Mas vamos falar de bizarrices, porque isto aqui é Mundo Bizarro e não Grey's Anatomy ou Dr. House.
Meu faqueiro é muito bonitinho, mas eu descobri que as facas não são muito boas. Conclusão: tive que comprar novas facas. Encontrei com o cabo da cor que eu queria em um supermercado, misturada a outras cores. Enquanto eu caçava as facas, acabei cortando meu dedo. No caixa, estava comentando isto com meus pais e dizendo que a faca é muito boa, porque cortou até meu dedo. Ni qui a moça do caixa entra na conversa e diz que é um faca muito boa para cortar o marido, que dá para cortar muito bem nas juntas para separar as partes. Eu tive que concordar, né? Vai que eu discordo e ela resolve me cortar nas juntas e separar minhas partes...
Nesta semana, eu estava saindo do trabalho pelo portão que fica em frente a uma funerária (bem sugestivo...).
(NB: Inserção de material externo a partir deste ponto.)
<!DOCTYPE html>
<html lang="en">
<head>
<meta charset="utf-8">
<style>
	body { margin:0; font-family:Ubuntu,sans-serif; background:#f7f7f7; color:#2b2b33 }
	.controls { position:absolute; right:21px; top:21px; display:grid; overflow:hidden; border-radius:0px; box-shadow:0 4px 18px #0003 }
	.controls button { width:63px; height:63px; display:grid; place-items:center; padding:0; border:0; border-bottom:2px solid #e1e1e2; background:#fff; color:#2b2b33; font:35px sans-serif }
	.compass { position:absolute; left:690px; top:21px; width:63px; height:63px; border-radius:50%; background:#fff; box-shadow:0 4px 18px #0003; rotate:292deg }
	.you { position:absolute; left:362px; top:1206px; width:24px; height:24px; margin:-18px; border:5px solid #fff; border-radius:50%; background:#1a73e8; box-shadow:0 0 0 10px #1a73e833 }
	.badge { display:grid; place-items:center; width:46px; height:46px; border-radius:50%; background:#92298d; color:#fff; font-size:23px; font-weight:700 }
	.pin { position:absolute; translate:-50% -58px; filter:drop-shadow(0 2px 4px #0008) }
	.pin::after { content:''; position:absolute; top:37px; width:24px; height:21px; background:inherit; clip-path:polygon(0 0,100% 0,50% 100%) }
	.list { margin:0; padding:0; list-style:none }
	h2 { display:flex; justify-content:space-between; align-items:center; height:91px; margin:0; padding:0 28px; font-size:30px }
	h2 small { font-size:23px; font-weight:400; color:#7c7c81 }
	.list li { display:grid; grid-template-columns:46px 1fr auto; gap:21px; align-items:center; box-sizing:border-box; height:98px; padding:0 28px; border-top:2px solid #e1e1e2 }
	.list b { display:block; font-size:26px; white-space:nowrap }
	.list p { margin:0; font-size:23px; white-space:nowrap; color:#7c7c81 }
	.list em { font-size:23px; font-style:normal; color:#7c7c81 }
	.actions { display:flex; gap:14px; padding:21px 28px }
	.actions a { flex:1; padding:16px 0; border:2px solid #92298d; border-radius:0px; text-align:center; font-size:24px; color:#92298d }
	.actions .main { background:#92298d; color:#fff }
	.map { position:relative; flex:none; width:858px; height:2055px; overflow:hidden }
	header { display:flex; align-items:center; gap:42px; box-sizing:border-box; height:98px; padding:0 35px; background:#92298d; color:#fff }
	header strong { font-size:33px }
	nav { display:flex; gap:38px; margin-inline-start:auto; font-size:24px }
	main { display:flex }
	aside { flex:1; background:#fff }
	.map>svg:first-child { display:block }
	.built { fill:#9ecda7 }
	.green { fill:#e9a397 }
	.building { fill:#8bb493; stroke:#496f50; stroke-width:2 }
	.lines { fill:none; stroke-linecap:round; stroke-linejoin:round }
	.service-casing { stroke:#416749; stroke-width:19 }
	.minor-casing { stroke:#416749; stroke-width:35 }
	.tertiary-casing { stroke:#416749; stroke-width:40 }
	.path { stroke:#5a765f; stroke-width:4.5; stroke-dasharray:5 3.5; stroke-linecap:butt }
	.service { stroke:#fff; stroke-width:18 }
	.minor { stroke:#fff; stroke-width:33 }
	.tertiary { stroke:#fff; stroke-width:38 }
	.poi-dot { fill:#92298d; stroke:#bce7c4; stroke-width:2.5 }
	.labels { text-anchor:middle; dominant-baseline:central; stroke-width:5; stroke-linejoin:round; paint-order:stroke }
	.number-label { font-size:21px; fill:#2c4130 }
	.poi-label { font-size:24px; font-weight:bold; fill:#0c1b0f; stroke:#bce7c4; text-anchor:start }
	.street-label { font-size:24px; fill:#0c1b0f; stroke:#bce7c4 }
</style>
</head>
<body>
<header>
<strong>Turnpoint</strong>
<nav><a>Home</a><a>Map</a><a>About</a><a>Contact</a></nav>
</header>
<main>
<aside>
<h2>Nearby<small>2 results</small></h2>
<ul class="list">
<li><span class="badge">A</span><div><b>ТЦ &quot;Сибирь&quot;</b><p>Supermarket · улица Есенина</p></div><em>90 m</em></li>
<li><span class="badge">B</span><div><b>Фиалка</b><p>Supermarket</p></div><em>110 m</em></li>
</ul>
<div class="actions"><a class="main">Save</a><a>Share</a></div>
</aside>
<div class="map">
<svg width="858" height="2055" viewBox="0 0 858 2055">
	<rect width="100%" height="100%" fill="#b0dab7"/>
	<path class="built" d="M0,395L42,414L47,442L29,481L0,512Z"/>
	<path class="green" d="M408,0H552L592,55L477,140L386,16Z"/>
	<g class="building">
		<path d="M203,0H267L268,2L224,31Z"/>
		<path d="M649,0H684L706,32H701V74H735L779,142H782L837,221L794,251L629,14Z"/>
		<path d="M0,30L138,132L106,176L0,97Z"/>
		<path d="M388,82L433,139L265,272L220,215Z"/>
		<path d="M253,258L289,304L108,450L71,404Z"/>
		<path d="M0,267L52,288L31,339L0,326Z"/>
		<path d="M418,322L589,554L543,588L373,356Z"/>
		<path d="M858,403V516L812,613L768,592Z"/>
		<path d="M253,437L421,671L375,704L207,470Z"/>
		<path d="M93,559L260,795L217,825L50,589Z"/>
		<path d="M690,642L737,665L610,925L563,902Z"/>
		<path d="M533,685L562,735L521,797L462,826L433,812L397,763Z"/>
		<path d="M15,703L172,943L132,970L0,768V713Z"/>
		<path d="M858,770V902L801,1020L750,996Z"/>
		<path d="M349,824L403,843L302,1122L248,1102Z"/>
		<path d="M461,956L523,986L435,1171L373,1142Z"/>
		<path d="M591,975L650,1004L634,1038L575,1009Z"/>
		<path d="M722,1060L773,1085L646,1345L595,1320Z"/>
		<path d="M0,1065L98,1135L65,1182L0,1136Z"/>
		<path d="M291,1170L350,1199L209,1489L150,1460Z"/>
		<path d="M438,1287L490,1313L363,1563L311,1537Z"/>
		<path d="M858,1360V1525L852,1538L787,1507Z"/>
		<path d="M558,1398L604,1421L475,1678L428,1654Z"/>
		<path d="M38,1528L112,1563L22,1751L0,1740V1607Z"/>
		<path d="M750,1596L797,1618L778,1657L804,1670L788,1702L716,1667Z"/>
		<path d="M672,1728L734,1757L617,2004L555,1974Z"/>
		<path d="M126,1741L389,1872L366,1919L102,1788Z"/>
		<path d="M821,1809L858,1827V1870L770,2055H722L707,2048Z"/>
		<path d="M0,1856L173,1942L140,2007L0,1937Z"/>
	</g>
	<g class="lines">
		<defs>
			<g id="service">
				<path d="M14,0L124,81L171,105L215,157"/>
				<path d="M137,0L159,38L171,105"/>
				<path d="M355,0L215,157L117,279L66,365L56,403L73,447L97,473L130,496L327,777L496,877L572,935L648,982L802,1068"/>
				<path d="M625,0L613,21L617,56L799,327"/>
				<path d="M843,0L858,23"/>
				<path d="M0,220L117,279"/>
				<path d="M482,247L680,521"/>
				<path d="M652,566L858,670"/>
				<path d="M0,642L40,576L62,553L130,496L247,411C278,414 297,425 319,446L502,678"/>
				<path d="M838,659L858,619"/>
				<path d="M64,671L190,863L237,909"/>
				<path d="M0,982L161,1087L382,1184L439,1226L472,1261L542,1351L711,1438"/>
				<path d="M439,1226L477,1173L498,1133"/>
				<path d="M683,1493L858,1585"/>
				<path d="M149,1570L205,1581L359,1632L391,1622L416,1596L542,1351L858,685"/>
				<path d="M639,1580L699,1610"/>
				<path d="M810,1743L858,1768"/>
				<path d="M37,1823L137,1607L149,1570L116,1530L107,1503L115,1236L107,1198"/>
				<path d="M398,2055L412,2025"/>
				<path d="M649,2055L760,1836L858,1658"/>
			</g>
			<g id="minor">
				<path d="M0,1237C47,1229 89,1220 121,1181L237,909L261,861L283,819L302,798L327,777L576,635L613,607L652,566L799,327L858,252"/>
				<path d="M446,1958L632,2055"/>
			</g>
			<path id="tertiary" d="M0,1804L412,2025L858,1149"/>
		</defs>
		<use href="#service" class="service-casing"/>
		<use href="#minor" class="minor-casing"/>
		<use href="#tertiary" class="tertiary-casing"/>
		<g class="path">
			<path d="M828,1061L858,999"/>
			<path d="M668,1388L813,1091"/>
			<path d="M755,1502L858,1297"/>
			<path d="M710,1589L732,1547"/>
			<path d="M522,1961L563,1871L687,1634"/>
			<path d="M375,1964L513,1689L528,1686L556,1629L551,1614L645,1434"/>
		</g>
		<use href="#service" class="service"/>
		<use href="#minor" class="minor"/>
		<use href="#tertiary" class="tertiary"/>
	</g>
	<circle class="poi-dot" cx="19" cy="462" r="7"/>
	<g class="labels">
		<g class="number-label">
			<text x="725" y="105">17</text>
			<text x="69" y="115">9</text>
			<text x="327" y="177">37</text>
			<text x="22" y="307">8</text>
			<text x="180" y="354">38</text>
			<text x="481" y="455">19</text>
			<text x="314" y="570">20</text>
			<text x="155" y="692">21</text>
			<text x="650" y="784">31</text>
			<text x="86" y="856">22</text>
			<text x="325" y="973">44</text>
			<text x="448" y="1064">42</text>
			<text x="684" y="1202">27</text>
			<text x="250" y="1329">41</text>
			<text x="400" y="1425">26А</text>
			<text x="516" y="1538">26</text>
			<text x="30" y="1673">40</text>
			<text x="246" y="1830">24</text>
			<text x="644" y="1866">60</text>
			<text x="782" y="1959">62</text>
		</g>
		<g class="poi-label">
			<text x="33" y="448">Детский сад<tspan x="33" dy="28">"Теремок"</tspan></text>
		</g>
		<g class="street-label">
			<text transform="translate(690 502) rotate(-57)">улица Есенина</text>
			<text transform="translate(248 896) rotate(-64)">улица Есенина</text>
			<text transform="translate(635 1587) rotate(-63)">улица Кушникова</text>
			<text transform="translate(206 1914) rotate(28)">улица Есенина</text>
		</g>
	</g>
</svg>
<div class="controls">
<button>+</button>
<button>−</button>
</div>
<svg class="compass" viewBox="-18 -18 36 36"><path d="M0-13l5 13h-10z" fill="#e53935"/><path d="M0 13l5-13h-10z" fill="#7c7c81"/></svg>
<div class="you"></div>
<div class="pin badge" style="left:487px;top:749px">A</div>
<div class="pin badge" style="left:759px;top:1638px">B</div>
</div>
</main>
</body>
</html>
Abre-se o rabecão na garagem da funerária e dois funcionários começam a retirar dele... fardos de cerveja!!! E ainda levam para dentro do velório!!!
Talvez eu seja chata (talvez???), mas coisa que eu odeio é quando estou comprando algo e um desconhecido chega e começa a dar opinião. Ainda mais se é coisa que se refere só a gosto pessoal, não uma opinião sobre a qualidade ou o preço. Aconteceu comigo nesta semana e eu, muito fina, não olhei para a pessoa e me afastei dela.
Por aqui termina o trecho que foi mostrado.